— ACTIVITY —
Examine the entries and show every line in which the word "this" is found.

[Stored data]

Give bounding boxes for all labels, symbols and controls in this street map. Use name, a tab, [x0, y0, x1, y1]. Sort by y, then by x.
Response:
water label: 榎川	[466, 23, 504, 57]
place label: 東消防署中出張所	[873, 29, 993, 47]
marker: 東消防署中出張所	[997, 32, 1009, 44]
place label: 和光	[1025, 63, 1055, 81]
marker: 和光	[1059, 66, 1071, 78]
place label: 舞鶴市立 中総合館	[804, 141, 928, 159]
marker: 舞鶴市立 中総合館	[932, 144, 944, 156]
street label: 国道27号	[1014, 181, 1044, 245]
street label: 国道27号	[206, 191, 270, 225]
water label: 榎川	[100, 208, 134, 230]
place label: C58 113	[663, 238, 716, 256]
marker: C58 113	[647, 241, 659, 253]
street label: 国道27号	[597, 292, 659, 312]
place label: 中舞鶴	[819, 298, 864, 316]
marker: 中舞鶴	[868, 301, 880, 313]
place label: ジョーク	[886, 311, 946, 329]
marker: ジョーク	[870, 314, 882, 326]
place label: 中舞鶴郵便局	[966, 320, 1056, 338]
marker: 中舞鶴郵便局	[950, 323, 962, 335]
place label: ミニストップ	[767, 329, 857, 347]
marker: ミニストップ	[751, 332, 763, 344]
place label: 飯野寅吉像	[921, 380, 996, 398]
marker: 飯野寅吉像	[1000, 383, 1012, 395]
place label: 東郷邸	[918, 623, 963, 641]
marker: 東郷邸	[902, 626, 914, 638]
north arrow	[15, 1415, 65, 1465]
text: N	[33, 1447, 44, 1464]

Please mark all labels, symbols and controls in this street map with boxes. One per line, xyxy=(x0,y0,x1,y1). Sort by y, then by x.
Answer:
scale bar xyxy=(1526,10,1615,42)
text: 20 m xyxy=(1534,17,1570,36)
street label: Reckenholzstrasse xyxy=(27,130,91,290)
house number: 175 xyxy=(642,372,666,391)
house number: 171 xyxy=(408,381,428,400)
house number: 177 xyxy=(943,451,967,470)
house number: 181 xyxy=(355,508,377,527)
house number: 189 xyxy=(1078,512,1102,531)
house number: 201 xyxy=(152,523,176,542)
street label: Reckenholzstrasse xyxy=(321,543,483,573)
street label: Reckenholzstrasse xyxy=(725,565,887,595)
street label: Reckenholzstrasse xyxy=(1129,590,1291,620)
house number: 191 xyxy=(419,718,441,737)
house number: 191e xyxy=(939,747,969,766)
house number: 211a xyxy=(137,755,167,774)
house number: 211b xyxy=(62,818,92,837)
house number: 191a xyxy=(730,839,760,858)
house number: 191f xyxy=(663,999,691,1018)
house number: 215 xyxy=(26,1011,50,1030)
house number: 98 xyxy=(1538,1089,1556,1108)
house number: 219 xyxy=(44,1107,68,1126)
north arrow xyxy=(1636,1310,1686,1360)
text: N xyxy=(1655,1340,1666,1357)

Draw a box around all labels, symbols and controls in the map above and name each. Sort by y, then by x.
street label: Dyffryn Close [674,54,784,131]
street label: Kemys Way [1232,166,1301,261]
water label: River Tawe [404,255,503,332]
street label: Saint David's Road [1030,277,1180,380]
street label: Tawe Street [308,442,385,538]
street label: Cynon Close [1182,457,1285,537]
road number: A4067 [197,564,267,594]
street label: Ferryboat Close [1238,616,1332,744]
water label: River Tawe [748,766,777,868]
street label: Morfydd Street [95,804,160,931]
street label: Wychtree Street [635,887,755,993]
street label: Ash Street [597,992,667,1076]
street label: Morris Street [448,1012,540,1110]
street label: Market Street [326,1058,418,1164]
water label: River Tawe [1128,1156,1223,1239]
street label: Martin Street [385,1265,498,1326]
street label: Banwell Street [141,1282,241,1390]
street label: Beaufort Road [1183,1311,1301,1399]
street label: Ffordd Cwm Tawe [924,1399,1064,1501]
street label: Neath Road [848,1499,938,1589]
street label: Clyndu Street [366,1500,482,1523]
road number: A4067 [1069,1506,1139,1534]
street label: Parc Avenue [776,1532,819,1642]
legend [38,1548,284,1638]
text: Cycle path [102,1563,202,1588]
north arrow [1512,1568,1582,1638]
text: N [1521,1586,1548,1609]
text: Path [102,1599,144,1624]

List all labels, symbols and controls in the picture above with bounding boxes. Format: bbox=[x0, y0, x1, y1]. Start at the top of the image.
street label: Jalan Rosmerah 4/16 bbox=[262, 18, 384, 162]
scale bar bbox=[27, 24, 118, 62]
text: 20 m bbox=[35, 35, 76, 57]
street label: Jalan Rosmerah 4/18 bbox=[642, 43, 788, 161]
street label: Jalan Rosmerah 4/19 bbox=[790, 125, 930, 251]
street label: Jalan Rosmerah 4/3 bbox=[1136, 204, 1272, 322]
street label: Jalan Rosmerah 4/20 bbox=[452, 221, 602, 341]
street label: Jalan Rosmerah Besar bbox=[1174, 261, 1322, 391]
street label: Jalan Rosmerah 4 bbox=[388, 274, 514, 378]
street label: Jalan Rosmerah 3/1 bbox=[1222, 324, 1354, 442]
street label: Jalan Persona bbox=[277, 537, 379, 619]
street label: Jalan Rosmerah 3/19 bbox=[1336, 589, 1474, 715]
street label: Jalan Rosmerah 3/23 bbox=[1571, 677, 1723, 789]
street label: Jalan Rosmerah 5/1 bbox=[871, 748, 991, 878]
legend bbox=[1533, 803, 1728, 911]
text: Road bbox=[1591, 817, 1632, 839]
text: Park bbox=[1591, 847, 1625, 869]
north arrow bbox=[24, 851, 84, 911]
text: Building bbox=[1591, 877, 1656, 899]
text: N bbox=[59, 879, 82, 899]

— RESULT —
Give bounding boxes for all labels, symbols and controls in this street map. Use name, a tab, [x0, y0, x1, y1]. Sort by y, then by x.
Please mark all labels, symbols and controls in this street map with boxes. One per line, xyxy=(x0,y0,x1,y1). Sort by y, then by x.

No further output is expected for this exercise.